Though she hadn’t said anything, the receptionist questioned me all the same.
The room was spotless. As I laid down on a sheet of crisp wax paper, I looked to the white ceiling.
Have you ever engaged in any form of sexual activity with someone of the same sex?
The question came across my thoughts once more, but by now I’d made a choice, and there was no going back.
It’s for the best. My black shirt clung to my body in the hot, cramped setting.
It was an efficient procedure. The nurse rubbed my arm with iodine and then inserted a thick needle into the prominent vein of my left arm. Though by no means pleasant, it was not unnecessarily uncomfortable. I watched the ceiling for the majority of the time, sometimes looking down at the dark liquid being pumped out of my body, my heart never missing a beat. After twelve minutes, I was done with the procedure, and in another fifteen, I was out of the office.

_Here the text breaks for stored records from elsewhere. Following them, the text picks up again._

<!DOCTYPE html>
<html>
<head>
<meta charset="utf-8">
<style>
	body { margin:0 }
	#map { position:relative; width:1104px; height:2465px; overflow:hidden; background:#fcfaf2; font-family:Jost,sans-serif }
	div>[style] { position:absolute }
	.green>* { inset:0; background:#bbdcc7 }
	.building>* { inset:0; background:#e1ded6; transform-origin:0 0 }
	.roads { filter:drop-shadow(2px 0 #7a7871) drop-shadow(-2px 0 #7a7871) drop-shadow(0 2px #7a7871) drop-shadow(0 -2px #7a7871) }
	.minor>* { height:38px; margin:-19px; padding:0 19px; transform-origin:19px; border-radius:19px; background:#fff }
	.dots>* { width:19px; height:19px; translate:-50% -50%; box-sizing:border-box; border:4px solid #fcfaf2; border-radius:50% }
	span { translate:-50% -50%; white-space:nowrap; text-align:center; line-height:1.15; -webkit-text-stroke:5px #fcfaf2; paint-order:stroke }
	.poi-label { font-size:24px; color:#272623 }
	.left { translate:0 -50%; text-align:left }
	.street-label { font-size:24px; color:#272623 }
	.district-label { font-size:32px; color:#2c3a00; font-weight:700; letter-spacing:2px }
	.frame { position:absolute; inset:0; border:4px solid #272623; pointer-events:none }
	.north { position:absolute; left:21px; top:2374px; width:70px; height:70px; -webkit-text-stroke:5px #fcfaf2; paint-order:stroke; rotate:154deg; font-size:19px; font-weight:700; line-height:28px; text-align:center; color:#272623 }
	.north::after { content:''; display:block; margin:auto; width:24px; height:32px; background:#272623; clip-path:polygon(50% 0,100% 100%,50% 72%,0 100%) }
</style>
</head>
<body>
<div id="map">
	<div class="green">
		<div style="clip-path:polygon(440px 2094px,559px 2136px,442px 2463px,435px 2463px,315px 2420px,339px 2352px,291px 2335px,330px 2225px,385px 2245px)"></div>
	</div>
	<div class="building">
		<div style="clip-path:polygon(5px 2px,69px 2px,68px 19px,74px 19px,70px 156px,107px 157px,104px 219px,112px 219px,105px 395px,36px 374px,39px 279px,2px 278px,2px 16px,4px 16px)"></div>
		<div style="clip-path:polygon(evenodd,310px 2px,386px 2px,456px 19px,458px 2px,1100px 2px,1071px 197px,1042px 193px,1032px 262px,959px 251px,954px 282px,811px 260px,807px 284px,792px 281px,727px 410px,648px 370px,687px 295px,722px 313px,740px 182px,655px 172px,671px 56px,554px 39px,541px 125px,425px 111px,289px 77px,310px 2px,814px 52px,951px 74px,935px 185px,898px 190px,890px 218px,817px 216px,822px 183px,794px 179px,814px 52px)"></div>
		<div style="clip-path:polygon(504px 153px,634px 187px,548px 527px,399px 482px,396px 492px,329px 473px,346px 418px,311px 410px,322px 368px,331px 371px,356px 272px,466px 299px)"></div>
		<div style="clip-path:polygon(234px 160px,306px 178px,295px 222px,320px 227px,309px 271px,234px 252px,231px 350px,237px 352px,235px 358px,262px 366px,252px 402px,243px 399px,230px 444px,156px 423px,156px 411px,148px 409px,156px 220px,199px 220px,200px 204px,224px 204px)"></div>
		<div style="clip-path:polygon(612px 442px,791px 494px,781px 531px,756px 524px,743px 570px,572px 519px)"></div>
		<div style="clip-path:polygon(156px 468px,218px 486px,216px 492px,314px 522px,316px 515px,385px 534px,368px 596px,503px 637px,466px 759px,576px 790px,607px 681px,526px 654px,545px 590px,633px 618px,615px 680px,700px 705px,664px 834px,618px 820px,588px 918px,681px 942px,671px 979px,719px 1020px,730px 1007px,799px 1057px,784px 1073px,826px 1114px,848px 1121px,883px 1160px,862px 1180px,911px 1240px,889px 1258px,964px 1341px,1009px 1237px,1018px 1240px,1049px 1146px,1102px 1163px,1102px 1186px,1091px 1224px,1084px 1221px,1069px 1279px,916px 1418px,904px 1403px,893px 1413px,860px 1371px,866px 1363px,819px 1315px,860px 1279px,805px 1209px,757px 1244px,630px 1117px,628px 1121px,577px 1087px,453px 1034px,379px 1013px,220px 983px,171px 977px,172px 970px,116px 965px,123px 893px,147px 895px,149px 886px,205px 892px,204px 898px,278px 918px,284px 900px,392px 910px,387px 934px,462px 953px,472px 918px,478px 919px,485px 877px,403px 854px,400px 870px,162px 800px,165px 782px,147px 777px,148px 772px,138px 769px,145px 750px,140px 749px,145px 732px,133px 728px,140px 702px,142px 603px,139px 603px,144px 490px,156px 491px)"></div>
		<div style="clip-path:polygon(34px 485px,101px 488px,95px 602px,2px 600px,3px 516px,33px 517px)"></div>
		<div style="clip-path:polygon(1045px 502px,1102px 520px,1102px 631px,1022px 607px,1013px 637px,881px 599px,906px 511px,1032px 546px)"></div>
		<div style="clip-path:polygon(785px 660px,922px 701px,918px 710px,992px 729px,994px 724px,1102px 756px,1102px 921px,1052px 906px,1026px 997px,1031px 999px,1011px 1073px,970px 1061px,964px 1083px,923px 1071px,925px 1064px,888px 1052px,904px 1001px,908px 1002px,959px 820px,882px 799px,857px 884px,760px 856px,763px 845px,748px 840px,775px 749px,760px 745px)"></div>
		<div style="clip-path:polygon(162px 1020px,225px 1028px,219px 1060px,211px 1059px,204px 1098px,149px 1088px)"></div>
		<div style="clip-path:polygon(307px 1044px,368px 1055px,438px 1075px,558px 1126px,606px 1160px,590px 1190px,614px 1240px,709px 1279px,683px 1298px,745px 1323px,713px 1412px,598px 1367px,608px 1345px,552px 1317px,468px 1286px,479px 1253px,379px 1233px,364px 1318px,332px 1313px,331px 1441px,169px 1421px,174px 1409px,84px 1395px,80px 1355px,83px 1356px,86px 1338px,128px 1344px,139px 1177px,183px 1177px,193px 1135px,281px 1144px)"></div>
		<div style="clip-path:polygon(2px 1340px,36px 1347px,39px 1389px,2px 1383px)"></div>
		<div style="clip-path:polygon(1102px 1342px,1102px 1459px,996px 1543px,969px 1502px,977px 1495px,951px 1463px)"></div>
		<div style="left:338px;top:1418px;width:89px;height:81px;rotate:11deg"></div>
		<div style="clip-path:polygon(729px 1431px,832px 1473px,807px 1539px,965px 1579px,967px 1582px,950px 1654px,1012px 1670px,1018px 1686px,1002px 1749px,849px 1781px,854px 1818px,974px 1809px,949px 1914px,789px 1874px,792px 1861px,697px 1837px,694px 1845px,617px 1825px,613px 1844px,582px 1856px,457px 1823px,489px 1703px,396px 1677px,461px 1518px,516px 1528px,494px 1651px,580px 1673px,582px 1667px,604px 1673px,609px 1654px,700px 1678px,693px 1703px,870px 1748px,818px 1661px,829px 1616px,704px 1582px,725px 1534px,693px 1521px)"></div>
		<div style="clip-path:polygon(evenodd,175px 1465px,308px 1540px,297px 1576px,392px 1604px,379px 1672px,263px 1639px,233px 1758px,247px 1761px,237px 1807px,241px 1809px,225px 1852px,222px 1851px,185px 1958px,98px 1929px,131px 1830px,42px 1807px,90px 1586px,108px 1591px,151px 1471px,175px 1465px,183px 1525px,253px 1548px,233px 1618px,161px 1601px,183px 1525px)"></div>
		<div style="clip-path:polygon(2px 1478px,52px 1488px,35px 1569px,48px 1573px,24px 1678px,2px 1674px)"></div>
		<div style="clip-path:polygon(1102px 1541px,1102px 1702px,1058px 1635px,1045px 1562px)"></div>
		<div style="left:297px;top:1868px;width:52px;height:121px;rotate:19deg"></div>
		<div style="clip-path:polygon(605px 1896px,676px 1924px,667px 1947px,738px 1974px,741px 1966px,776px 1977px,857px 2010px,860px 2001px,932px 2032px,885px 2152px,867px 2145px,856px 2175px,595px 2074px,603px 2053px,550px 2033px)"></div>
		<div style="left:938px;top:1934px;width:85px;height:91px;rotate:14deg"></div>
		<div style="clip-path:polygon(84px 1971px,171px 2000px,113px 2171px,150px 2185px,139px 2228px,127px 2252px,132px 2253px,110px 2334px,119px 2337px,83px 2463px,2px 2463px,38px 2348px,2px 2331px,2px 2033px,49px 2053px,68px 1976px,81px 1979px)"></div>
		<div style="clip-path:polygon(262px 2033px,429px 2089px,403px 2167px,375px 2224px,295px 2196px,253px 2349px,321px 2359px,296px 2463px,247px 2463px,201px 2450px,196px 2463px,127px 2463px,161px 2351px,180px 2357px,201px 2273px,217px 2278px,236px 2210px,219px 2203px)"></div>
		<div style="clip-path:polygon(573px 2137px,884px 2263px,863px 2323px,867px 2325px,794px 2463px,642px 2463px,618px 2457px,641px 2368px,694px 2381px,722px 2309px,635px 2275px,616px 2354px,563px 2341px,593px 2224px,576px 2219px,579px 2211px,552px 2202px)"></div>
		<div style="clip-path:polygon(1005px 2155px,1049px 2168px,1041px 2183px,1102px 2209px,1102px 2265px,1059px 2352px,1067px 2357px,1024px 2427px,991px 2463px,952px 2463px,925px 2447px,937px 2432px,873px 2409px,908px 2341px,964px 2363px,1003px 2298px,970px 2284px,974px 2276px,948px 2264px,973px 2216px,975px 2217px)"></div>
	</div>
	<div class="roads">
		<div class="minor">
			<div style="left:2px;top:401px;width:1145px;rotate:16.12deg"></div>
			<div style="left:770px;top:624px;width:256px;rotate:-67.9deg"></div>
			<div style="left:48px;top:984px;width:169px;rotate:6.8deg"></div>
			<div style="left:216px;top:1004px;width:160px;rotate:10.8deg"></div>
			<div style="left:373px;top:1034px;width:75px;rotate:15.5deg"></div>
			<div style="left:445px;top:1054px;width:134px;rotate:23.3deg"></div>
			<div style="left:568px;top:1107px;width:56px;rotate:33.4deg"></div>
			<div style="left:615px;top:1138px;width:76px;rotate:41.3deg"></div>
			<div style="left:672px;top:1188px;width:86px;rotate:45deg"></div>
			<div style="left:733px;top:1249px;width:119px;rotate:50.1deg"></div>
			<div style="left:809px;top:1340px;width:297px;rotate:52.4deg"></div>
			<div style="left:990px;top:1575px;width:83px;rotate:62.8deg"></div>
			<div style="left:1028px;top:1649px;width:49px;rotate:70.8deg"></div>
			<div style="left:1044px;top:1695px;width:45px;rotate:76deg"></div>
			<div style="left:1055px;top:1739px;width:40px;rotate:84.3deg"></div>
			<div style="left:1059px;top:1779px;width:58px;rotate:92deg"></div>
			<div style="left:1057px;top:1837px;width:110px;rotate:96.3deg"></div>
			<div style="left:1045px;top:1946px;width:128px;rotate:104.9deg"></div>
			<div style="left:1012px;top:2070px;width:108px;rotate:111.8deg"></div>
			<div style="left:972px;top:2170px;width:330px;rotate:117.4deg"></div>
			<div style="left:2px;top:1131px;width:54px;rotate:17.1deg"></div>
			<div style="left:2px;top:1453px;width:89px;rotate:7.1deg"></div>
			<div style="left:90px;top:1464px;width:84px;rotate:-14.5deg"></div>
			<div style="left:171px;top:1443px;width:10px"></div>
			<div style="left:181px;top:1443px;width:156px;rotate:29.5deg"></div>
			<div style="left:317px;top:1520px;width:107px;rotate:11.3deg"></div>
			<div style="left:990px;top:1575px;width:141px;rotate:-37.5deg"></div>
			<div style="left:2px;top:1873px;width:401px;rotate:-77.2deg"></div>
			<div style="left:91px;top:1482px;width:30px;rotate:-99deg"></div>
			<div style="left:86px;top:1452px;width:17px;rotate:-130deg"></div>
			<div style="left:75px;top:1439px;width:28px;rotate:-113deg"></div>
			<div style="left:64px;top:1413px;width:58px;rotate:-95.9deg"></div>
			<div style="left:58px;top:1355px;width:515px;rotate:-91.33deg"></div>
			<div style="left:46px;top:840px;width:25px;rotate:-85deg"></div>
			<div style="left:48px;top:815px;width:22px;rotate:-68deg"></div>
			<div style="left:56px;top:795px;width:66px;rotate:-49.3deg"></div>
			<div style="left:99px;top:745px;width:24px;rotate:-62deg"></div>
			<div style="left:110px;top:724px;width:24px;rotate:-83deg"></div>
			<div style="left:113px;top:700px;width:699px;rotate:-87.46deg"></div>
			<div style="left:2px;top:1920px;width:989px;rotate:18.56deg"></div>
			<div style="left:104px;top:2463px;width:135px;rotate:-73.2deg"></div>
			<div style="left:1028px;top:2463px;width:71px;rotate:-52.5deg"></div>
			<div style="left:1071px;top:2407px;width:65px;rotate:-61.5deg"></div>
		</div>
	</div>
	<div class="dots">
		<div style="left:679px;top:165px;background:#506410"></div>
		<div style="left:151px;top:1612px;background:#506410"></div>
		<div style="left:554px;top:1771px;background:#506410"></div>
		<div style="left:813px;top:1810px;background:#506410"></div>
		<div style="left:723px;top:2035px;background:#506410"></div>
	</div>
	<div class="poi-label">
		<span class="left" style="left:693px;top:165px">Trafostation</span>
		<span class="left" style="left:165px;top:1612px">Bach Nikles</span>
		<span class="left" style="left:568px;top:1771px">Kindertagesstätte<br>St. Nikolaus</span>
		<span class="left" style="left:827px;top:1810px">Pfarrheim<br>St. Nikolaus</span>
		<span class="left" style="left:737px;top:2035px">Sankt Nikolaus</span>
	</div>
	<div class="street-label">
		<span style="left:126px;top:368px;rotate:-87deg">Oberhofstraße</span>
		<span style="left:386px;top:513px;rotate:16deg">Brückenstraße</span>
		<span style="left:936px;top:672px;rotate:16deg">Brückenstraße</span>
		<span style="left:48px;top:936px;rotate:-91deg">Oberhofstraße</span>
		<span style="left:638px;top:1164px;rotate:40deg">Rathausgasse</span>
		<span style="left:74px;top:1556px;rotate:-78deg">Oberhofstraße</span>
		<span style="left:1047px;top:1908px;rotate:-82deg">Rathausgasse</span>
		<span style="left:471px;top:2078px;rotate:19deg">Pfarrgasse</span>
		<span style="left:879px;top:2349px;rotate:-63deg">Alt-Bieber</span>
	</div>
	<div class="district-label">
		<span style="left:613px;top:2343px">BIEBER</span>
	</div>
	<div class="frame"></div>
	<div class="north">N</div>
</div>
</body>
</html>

Have you ever engaged in any form of sexual activity with someone of the same sex?
You’ll never know.
At five in the morning, I was lying in bed and coughing my lungs out. I wouldn’t have wished this hell on anyone else. I’d only had pneumonia once before: that had been enough. On day three of this new struggle with the illness, I was a wreck. That coughing hadn’t been that innocent after all.
In the pale grey light filtering through my windows, I probably looked as good as I felt. I hadn’t moved much, excusing getting up for the bathroom and food. The last time I’d been out had been to -
Have you ever engaged in any form of sexual activity with someone of the same sex? Oh. It hadn’t occured to me until now that my blood had been donated when I was coming down with the pneumonia. My blood...which was possibly carrying the virus. Have you ever engaged in any form of sexual activity with someone of the same sex? I might as well have, for all the good donating my blood had done. A few weeks passed by and I recovered from the pneumonia. But that was the least of my worries. I tried to track down my blood. I really did. But in doing so, I found out that the donation process was nothing at all like it had been before the appearance of Algia-Lyze. Nothing was tracked. Nothing was tested. Blood was so desperately needed that any and all donations were taken in the hopes of stopping people’s pains as quickly as possible. My blood’s floating around there somewhere right now. Possibly infected. Possibly not.
I had gambled that I could save the lives of three people. Now three lives were in jeopardy of contracting a disease that a weakened immune system didn’t stand a chance at fighting. Nothing could be seen out the window but the cloudy sky. But for once, I didn’t really want to see the sun. The light would be too bright for my eyes.